Director Deborah Warner turns the oratorio into a tale of everyday life by getting the entire cast to wear everyday clothes. In the process, they become ordinary people singing about Christ’s birth, death and resurrection as though the story has real meaning in their lives.
Dancers weave in and out among the chorus in the set pieces, adding visual interest, helping to sustain momentum during periods of repetitive music.
Although it works well for the most part, there are disappointments.
For instance, soprano soloist Sophie Brown rises to the challenge of “How Beautiful are the Feet,” one of the most beautiful pieces ever written. But she has to share the audience’s attention with two prancing dancers.
Her next great solo, “I know my Redeemer Liveth” is, frankly, a disaster. Poor Sophie is lying flat in a hospital bed, her head on a pillow, surrounded by the dead in glass coffins. You need good eye-sight to see her lips moving. Meanwhile, two nurses get the visual attention, folding and unfolding towels or checking the blood dripping from a bag.
This does not enhance, it distracts from Handel’s music, so that the production becomes irritating.
Perversely, shortly afterwards, one of the production’s most successful scenes takes place as the dead rise up from their coffins while bass soloist Brindley Sherratt sings “The Trumpet shall Sound”.

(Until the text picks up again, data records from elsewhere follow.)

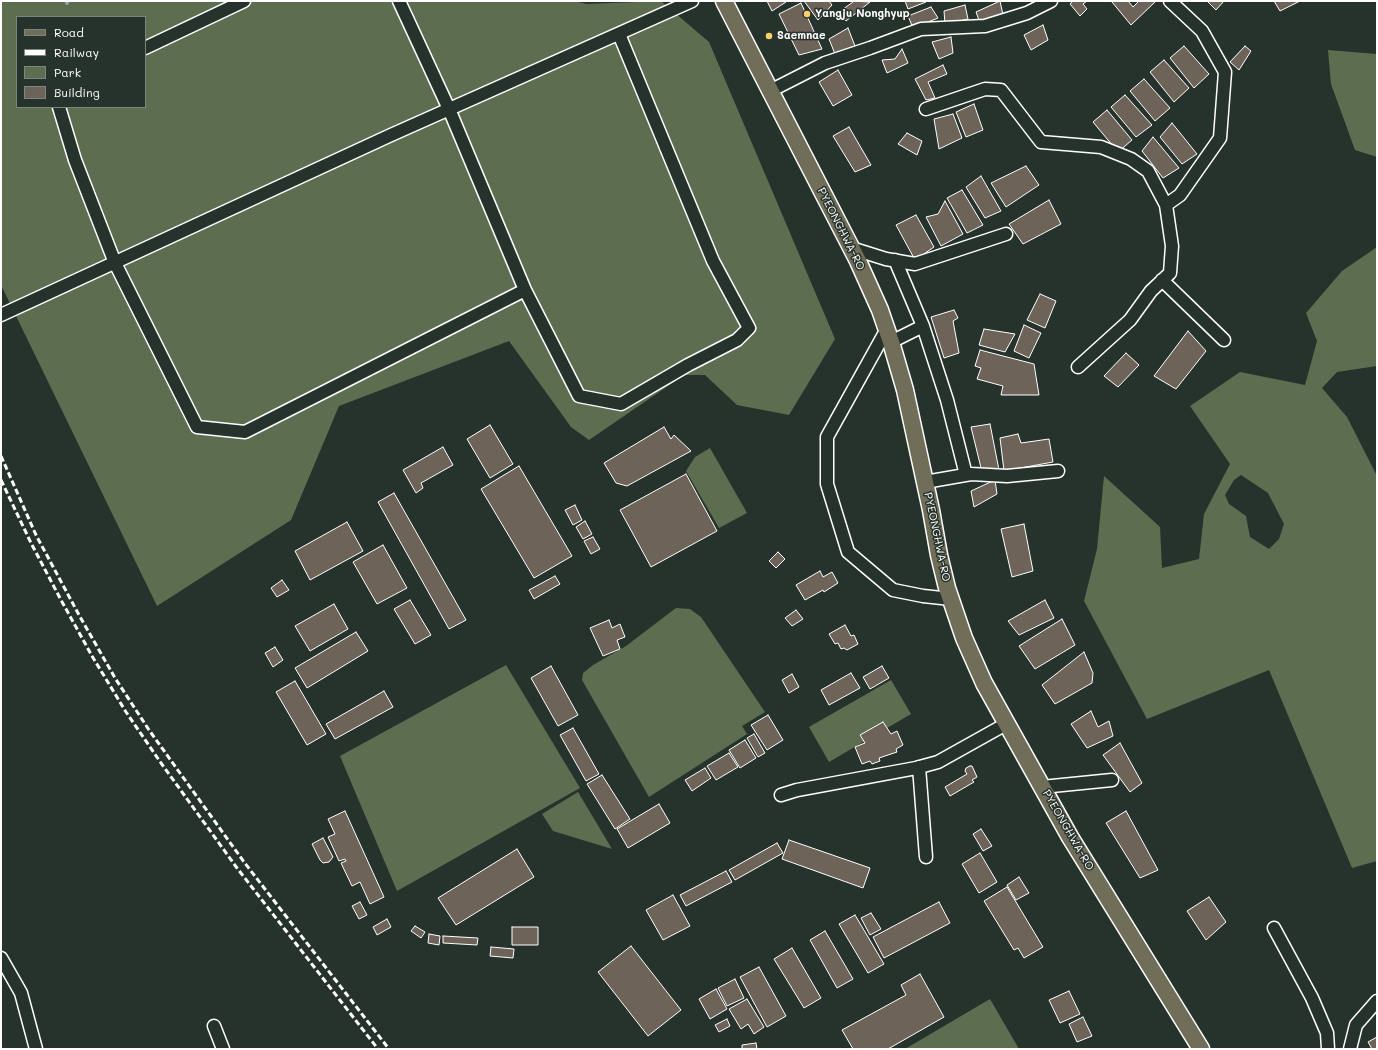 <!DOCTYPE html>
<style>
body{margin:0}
#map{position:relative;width:1378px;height:1050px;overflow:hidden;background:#26332d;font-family:Mali,sans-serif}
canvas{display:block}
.frame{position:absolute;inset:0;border:2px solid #fff;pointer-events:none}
.legend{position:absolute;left:16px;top:16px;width:130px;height:92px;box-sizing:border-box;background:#26332d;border:1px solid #7d8581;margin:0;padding:5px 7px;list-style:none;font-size:12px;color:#fff}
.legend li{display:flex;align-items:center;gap:8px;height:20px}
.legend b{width:20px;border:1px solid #7d8581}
</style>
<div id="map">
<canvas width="1378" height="1050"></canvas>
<div class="frame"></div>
<ul class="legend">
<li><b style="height:5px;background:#706e59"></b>Road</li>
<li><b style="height:5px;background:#fff"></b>Railway</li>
<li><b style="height:11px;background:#5d6d50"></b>Park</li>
<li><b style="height:11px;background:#6e6359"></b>Building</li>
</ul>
</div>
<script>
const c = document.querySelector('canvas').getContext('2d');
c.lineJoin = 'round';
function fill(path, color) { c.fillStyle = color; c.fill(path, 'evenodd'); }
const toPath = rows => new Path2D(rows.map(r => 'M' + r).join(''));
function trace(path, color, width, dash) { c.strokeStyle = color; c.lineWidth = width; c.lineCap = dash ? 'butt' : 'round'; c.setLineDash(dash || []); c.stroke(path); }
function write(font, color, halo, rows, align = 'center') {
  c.font = font + ' Mali,sans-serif'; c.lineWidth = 3; c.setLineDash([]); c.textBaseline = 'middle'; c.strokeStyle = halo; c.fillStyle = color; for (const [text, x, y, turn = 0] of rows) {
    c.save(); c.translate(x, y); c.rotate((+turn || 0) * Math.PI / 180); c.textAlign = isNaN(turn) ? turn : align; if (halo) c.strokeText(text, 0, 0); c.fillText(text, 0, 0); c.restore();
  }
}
fill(toPath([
 [1,1,574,1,587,4,661,1,709,42,835,339,789,415,737,405,705,375,684,375,589,440,571,427,509,341,339,406,291,520,157,606,1,285],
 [17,17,145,17,145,107,17,107],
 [1328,50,1377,54,1377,157,1355,150,1331,84],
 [1377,247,1377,366,1337,372,1322,388,1347,417,1377,476,1377,861,1352,868,1269,670,1147,719,1084,601,1097,549,1104,476,1160,527,1162,568,1199,559,1204,514,1230,464,1190,406,1240,372,1305,385,1317,341,1306,313,1342,271],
 [1241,475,1268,493,1284,524,1279,539,1269,549,1250,537,1246,516,1229,504,1225,495,1234,480],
 [710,448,747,513,719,528,686,471,695,457],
 [676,608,690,609,701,617,765,712,742,726,747,734,649,797,582,680,583,673,593,665,626,646],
 [506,665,580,788,397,891,340,756],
 [891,680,911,714,829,762,809,727],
 [578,792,612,849,553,831,542,814],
 [990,999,1019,1049,905,1049]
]), '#5d6d50');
trace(toPath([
 [67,1,67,3]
]), '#8fa6a5', 4);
const building = toPath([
 [767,1,786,1,786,2,772,11,767,1],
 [804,1,829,1,832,5,818,20,804,1],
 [852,1,870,2,846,21,839,12,853,2,852,1],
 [905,1,925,1,926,2,908,9,905,1],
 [1000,1,1003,15,980,23,976,12,1000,1],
 [1073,1,1087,1,1083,4,1087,9,1080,16,1070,4,1073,1],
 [1113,1,1128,1,1133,7,1138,2,1138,1,1156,1,1131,25,1112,2,1113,1],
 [1207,1,1224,1,1216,10,1207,1],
 [1274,1,1300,1,1280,11,1274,1],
 [801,3,822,49,799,55,779,14,801,3],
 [965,5,968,19,945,24,944,11,965,5],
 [931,7,938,18,913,28,908,16,931,7],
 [1043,25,1048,40,1031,50,1024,35,1043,25],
 [848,28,855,46,835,54,829,39,848,28],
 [951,37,953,53,939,59,932,42,951,37],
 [1184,46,1209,74,1194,88,1170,58,1184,46],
 [1245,46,1251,51,1239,70,1230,62,1245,46],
 [902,49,908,63,887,73,882,60,895,59,902,49],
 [1164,60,1189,88,1174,102,1150,72,1164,60],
 [943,65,947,74,928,82,935,98,926,100,915,79,943,65],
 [838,70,852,95,833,106,819,82,838,70],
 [1144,79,1170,108,1155,121,1130,91,1144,79],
 [1125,95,1152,125,1136,137,1111,107,1125,95],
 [974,104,983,130,966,137,956,112,974,104],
 [1107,110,1132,140,1118,152,1093,122,1107,110],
 [953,114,962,138,939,149,934,119,953,114],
 [1172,123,1197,154,1182,164,1160,137,1172,123],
 [849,127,871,165,855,172,833,136,849,127],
 [907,133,922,141,917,155,898,144,907,133],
 [1153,137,1179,168,1163,178,1142,151,1153,137],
 [1026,166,1039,185,1006,207,991,183,1026,166],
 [981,176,1001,211,985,218,966,187,981,176],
 [962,190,983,225,967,233,947,198,962,190],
 [1049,200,1061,224,1023,244,1009,224,1049,200],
 [945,201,963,234,941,246,926,217,938,214,945,201],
 [916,215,934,247,915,260,896,225,916,215],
 [1040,294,1056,301,1045,328,1027,320,1040,294],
 [954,310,958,318,953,321,959,353,944,358,931,317,954,310],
 [1024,325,1041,333,1029,358,1014,351,1024,325],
 [984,329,1015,334,1005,352,979,345,984,329],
 [1188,331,1206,351,1176,389,1154,376,1188,331],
 [980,350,1034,364,1039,395,1001,395,1003,386,977,379,981,368,975,366,980,350],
 [1126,353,1139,365,1118,387,1104,376,1126,353],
 [990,424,999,470,982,472,971,427,990,424],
 [490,425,513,464,490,478,467,439,490,425],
 [664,427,671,439,674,435,691,451,627,486,616,483,604,463,664,427],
 [1018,434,1021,443,1049,439,1053,462,1004,471,1000,438,1018,434],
 [443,447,453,465,421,483,423,488,416,493,403,470,443,447],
 [519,466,572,556,534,578,481,489,519,466],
 [686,474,717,531,651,567,620,510,686,474],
 [995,480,997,494,974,507,971,491,995,480],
 [394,493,466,620,449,629,378,502,394,493],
 [575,505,582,520,573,525,565,510,575,505],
 [585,521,592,534,583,539,576,527,585,521],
 [347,522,363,551,310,580,295,551,347,522],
 [1024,524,1033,571,1012,577,1001,529,1024,524],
 [593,537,600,549,591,554,584,541,593,537],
 [383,545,407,588,377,604,353,562,383,545],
 [778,552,785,559,776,568,769,561,778,552],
 [820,571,823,577,832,572,838,583,824,592,823,590,805,600,796,585,820,571],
 [555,576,560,584,534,599,529,590,555,576],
 [282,580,289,590,277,597,271,588,282,580],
 [410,600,431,635,415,644,394,609,410,600],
 [1045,600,1054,618,1019,635,1008,621,1045,600],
 [334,604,348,629,310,651,295,626,334,604],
 [796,610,803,619,792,626,785,618,796,610],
 [1062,619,1075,645,1035,669,1019,646,1062,619],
 [609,620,612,628,620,624,625,637,617,640,620,649,603,656,590,628,609,620],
 [845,625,851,636,854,635,858,644,847,650,844,648,841,649,838,643,835,644,829,634,845,625],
 [356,632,368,651,307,688,295,668,356,632],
 [275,647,283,660,273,667,265,653,275,647],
 [1084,652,1093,673,1092,683,1055,704,1042,685,1084,652],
 [551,666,578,715,558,726,531,678,551,666],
 [882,666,889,678,870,689,863,677,882,666],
 [851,673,860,688,829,705,821,690,851,673],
 [792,674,799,687,789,693,782,680,792,674],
 [295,681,326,734,307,745,276,692,295,681],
 [384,691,393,707,335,739,326,724,384,691],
 [1091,711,1098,727,1109,721,1113,736,1087,748,1071,724,1091,711],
 [768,715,783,740,767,750,751,725,768,715],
 [883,722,891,734,897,731,903,745,896,749,897,752,879,758,880,761,872,764,870,761,862,764,855,747,865,743,860,735,883,722],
 [573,728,599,774,586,781,560,735,573,728],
 [754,734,765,753,758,757,747,738,754,734],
 [745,740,756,758,740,768,729,750,745,740],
 [1120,743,1142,783,1130,792,1103,755,1120,743],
 [729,753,738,767,716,780,707,766,729,753],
 [970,766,972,766,977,777,972,780,974,782,950,796,945,787,967,774,965,771,966,768,970,766],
 [705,768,711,778,692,791,685,780,705,768],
 [602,775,630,819,615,829,587,784,602,775],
 [659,804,670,823,628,848,617,829,659,804],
 [345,811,384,897,370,904,360,882,352,886,341,863,346,861,345,859,339,861,328,837,335,834,328,819,345,811],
 [1126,811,1158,870,1140,878,1106,823,1126,811],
 [981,829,992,846,983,851,973,834,981,829],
 [323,838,333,857,329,862,323,863,320,860,312,844,323,838],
 [789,840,870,868,863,888,782,859,789,840],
 [777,843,783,853,735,880,729,870,777,843],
 [517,849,534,877,456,925,438,898,517,849],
 [980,853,997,882,979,893,962,864,980,853],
 [726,871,732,882,686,906,680,895,726,871],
 [1019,877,1029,893,1016,900,1007,885,1019,877],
 [1007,887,1043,947,1024,958,1018,948,1014,950,984,901,1007,887],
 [673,895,690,926,663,940,646,910,673,895],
 [1209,897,1226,922,1206,940,1187,911,1209,897],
 [360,902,367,915,359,919,352,906,360,902],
 [939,902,950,923,884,958,873,937,939,902],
 [871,913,881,929,870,935,861,918,871,913],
 [855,915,884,964,868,973,839,924,855,915],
 [387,919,391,927,377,935,373,927,387,919],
 [415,926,425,932,421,938,411,931,415,926],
 [512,927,538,927,538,945,512,945,512,927],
 [825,931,853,979,837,988,810,940,825,931],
 [429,934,440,936,439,945,428,943,429,934],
 [443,936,478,938,477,945,443,943,443,936],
 [631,946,681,1010,648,1036,598,972,631,946],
 [491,947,514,949,513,958,490,956,491,947],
 [792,948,821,998,804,1008,774,959,792,948],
 [759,967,786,1016,767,1027,740,977,759,967],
 [920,974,944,1017,888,1049,853,1049,842,1030,906,995,901,985,920,974],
 [735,979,744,998,727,1006,718,988,735,979],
 [716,989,727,1009,710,1019,699,999,716,989],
 [1069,991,1080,1014,1060,1023,1049,1000,1069,991],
 [747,999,764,1027,754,1034,748,1024,741,1029,729,1009,747,999],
 [1083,1017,1092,1036,1077,1042,1069,1024,1083,1017],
 [727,1019,730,1026,719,1032,715,1025,727,1019],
 [1377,1037,1377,1049,1372,1049,1368,1042,1377,1037],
 [756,1043,757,1049,742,1049,742,1045,756,1043]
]);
fill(building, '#6e6359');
trace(building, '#fff', 1);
const minor = toPath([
 [399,1,449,109,525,290,579,396,621,404,688,365,737,340,749,328,713,261,619,34],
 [145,48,244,1],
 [770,91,825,63,870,48,921,29,985,26,1027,13,1051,1],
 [59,107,75,160,115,263,197,427,245,432,525,290],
 [926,109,985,89,1001,90,1041,142,1101,147,1131,159,1148,171,1166,205,1172,246,1170,273,1151,291,1130,320,1078,367],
 [1166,205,1180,195,1220,138,1225,72,1202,31,1170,1],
 [851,248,886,259,915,264,1006,234],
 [895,260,923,326],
 [1162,280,1224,340],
 [1,315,391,135,692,1],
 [887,329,827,437,827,484,848,552,893,590,923,596,951,599],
 [891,342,923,326,947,400,966,475],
 [925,482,971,474,1007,476,1058,471],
 [919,767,926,857],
 [1042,787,1112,780],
 [781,795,797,790,916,768,938,762,1006,724],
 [1274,928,1312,998,1327,1033,1328,1049],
 [1,958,21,993,36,1049],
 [214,1026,223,1049],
 [1350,1049,1356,1025,1377,1001]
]);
const major = toPath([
 [724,1,858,261,880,310,891,342,905,390,931,510,939,555,947,588,964,638,984,683,1070,837,1201,1049]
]);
trace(minor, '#fff', 15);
trace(major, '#fff', 19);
trace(minor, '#26332d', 12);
trace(major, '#706e59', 16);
trace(toPath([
 [1,456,36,535,79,615,115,678,149,730,244,862,389,1049],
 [1,480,31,543,61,600,92,656,126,712,161,763,237,868,378,1049]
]), '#fff', 3, [6, 3]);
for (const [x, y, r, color] of [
 [807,14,4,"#ffd166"],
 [769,36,4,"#ffd166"]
]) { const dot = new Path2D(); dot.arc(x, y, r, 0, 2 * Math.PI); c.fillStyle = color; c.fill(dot); trace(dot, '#26332d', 1.5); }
write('bold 11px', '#fff', '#26332d', [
 ["Yangju Nonghyup",815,14],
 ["Saemnae",777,36]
], 'left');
write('11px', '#fff', '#26332d', [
 ["PYEONGHWA-RO",841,229,63],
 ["PYEONGHWA-RO",937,537,78],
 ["PYEONGHWA-RO",1068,830,60]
]);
</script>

Singing by all the soloists is excellent throughout and the orchestra drives the music forward. Handel specialist Laurence Cummings maintains masterly control as conductor.
The chorus starts well, outstanding articulation, good phrasing in the “Glory of the Lord” and “He Shall Purify”. But deterioration sets in later so that the Hallelujah Chorus is just bland and loud, lacking gospel fervour and the final Amen Chorus sounds like a sing-a-long.
Just before the curtain falls, tinsel rains down from the ceiling, emphasising that this is Deborah Warner’s show not Handel’s masterpiece.
It’s so tacky, you could be forgiven for thinking you’d strayed into the final of Strictly Come Dancing.